Value in use is calculated by discounting future cash flows. Present value calculations are based on expected future cash flows for the different cash-generating units, which are all separate subsidiaries. Estimates of future cash flows are made on the basis of board-approved budgets and market plans for 2017, as well as forecasts up to and including 2021. Cash flow projections for subsequent years will be the same as the cash flow for 2021, as the units are not expected to have a finite useful life. The projections do not take into account price increases or other forms of growth in the cash flows.

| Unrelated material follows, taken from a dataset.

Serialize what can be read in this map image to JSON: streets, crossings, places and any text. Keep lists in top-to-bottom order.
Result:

The most important assumptions relate to estimates for operating income, operating margin and rates of return. A WACC of 9.4% before tax has been used for all companies.

THE GOODWILL ITEMS OF THE FOLLOWING CASH FLOW GENERATING UNITS ARE SUBJECT TO IMPAIRMENT TESTING

(NOK 1 000) 2016 2015
Hexagon Ragasco - Low-Pressure LPG 32 350 32 350
Hexagon Lincoln - High-Pressure CNG & CHG 629 20 178
xperion Energy & Environment - High-Pressure CNG & CHG 340 235 0
Total goodwill 373 213 52 528

The assumptions that were used as a basis for the calculations made at the end of 2016 were met by good margins for Hexagon Ragasco AS. Impairment test as of 31.12.2016 for the xperion group goodwill were not performed as the acqusition was in October 2016.

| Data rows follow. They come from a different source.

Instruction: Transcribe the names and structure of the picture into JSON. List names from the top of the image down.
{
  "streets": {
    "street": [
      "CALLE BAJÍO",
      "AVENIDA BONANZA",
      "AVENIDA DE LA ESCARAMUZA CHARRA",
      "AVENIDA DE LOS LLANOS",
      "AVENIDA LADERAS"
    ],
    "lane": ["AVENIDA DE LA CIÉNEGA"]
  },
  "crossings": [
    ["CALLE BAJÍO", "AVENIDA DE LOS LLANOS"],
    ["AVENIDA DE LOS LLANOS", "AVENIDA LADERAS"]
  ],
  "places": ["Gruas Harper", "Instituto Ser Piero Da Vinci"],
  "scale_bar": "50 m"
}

OTHER ASSUMPTIONS FOR THE IMPAIRMENT TESTING OF GOODWILL IN HEXAGON RAGASCO

The recoverable amount is calculated based on the general assumptions referred to above. The calculations do not assume major changes in the level of activity or operating margins compared with the results achieved in 2016. In the prognosis period, an increase in the operating profit equal to the general growth in the economy is expected.

SENSITIVITY ANALYSES FOR THE HEXAGON RAGASCO GOODWILL

In connection with the impairment testing of goodwill, the Group has carried out sensitivity analyses. These sensitivity analyses are carried out for each cash-generating unit. The present value of the cash flow in the calculations made is, among other things, sensitive to changes in the discount rate. The sensitivity analysis uses the economic assumptions referred to above as its starting point. Calculations have been made based on one of the estimated economic assumptions being changed and in which the other economic assumptions remain unchanged.

The sensitivity analyses for the CGU demonstrate that recoverable amounts of Hexagon Ragasco goodwill exceed the recognised value by a good margin, and a reasonable change in key assumption would not cause the carrying amount to exceed value in use.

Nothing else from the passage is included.